The "gone to lunch" isn't an issue. The bottleneck may still remain,
as the database does not execute transactions "immediately", and
if most transactions need to hold locks, you can't speed up the
database server by adding more CPUs as only one thread can run.
This does depend on how granular your locks are and how much updates
tend to update the same records, but you can still have the "world
waiting to use one restroom" problem.
Note that for data integrity, you may *NEED* at least a "virtual" lock
on the data before you bring up the data screen to after you commit
the transaction, and this problem won't go away. You (and perhaps the
customer on the phone) look at the data and together compute a set of
changes, which may not be valid if the original data changes out from
under you. In the web environment, a "virtual" lock is sometimes
implemented by putting the original record data in hidden fields on
a web page. When you submit, if the record in the database doesn't
match the record data in the hidden fields, reject the update. (This
can also avoid the user using the BACK button and submitting the
same update twice.)
>Let me give a real world example, it would help to clarify things a lot
>for me. Say I am booking a hotel online. For the transaction where I
>am actually updating the database with my reservation, should I use a
>shared or exclusive lock? It seems to me that with a shared lock,
>"potentially" someone could see that same room as being available even
>though once my transaction finishes, it will be gone.
>With an exclusive
>lock, no one could search room availability until I am done making my
>reservation (I am only talking about locking the rows once the user has
>actually confirmed everything, i.e. no more user input is involved).

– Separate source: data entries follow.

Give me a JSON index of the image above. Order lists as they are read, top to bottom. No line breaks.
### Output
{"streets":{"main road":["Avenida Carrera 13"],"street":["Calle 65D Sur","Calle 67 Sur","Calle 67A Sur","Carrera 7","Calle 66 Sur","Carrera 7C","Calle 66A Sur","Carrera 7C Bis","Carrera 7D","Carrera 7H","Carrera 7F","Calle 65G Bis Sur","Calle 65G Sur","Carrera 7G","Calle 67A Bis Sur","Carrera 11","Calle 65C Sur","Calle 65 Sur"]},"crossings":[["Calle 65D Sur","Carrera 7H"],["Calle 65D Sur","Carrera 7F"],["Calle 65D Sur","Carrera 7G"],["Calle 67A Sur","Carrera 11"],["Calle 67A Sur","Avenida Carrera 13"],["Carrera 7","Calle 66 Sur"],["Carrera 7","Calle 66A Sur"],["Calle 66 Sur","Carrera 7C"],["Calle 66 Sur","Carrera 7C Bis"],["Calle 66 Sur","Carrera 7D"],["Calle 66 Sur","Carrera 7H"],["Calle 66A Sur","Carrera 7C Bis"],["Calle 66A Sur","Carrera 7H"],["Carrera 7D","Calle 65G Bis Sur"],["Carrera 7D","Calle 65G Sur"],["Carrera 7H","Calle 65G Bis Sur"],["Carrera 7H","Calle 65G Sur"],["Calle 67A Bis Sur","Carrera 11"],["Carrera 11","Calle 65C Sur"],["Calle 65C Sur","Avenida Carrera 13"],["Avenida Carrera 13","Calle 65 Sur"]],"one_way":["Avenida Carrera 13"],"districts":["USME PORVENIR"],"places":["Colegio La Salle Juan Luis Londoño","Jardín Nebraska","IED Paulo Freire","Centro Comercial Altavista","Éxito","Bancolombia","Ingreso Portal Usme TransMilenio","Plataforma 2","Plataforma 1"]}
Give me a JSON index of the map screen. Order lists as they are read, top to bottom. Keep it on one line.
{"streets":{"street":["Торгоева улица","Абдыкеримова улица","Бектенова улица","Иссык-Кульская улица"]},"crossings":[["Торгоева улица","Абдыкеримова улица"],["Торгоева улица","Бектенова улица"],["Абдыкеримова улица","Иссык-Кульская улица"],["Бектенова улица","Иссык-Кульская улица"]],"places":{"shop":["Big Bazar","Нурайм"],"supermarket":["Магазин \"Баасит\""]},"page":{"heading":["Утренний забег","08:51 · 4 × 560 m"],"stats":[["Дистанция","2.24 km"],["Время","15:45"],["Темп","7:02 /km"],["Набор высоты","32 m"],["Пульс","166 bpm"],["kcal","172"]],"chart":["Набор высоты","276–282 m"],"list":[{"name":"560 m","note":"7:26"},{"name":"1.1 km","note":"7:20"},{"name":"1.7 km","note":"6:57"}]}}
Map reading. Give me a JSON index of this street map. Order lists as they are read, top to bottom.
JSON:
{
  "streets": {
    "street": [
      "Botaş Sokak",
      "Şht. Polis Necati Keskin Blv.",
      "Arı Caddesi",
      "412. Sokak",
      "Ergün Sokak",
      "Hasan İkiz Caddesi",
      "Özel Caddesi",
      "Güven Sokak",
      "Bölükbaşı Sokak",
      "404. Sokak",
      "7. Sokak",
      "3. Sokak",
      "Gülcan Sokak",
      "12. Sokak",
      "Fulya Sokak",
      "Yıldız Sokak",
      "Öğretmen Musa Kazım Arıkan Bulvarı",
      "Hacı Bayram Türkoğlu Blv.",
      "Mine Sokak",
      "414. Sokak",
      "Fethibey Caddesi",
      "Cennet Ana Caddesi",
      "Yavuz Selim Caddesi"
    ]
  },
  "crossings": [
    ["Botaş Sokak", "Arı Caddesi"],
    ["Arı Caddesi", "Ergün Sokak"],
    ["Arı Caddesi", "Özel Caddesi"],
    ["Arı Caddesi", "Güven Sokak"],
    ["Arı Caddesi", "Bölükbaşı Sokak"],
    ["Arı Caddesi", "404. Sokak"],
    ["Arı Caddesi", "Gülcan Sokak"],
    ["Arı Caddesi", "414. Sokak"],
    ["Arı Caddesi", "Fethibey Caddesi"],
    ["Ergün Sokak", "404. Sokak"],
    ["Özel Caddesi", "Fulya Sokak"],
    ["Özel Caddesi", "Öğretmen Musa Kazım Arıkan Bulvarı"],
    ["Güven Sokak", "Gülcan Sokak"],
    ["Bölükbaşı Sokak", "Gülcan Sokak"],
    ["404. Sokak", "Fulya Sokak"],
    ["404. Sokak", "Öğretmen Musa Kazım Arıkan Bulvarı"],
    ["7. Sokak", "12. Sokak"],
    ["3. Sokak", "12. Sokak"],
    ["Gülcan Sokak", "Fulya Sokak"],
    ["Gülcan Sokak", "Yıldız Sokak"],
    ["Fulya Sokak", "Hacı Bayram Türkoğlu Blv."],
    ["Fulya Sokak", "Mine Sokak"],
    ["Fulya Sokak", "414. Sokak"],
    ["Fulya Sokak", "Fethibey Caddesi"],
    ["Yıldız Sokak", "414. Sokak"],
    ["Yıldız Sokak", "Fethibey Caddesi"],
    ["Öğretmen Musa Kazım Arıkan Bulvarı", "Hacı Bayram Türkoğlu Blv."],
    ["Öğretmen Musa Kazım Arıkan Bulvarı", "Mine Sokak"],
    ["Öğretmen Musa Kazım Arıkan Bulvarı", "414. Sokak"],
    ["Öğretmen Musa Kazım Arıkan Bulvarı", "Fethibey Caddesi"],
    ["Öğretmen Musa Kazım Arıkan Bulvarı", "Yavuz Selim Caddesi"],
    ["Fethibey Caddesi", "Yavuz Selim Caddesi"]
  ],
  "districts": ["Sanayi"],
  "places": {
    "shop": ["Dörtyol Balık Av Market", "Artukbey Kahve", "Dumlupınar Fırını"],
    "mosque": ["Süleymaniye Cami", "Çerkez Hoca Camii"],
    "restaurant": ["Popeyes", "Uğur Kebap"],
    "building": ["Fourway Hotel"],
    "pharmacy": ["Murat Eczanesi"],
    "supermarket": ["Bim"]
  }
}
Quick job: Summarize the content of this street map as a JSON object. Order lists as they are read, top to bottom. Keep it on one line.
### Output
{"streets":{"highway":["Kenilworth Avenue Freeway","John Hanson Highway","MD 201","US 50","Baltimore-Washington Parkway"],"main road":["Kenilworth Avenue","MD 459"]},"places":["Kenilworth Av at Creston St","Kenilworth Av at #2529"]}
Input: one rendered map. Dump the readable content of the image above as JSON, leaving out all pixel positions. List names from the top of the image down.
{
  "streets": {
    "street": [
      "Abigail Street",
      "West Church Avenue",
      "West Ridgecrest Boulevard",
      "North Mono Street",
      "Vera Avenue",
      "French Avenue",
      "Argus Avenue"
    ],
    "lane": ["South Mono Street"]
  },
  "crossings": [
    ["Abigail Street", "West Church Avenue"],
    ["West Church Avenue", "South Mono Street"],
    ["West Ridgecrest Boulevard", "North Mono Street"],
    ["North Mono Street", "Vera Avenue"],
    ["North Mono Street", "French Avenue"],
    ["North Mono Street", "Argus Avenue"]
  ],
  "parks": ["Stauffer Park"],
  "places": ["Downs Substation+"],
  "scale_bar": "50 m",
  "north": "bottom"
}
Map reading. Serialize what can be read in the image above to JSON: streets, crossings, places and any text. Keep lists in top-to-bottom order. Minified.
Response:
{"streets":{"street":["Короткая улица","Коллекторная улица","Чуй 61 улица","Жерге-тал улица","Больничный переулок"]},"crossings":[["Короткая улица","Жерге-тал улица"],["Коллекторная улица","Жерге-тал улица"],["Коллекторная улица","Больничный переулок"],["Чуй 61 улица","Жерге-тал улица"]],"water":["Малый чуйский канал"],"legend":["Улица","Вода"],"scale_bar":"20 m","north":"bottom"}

And with heavy reservation traffic, the wait time to get a reservation,
or even search for possibilities, may become unacceptable, and the
800 reservation line phone bill may skyrocket.
You *CANNOT* always eliminate the user interaction. For example,
after the reservation is confirmed, you discover the price on the
room has changed, and the customer cancels the reservation or asks
to try for a cheaper room. Or the customer asks for a particular
room. Or five adjacent rooms. It may also depend on what you can
do in one transaction. For example, how do you deal with the guy
who wants 120 rooms, or forget the whole thing, when you are limited
to reserving 3 rooms at a time, or he refuses to give you 120 names,
addresses, and credit card numbers until you GUARANTEE him reservations
for all 120? Oh, yes, there's a another guy with another convention
asking for a lot of rooms on another line for the same weekend, and
you don't have enough rooms for both.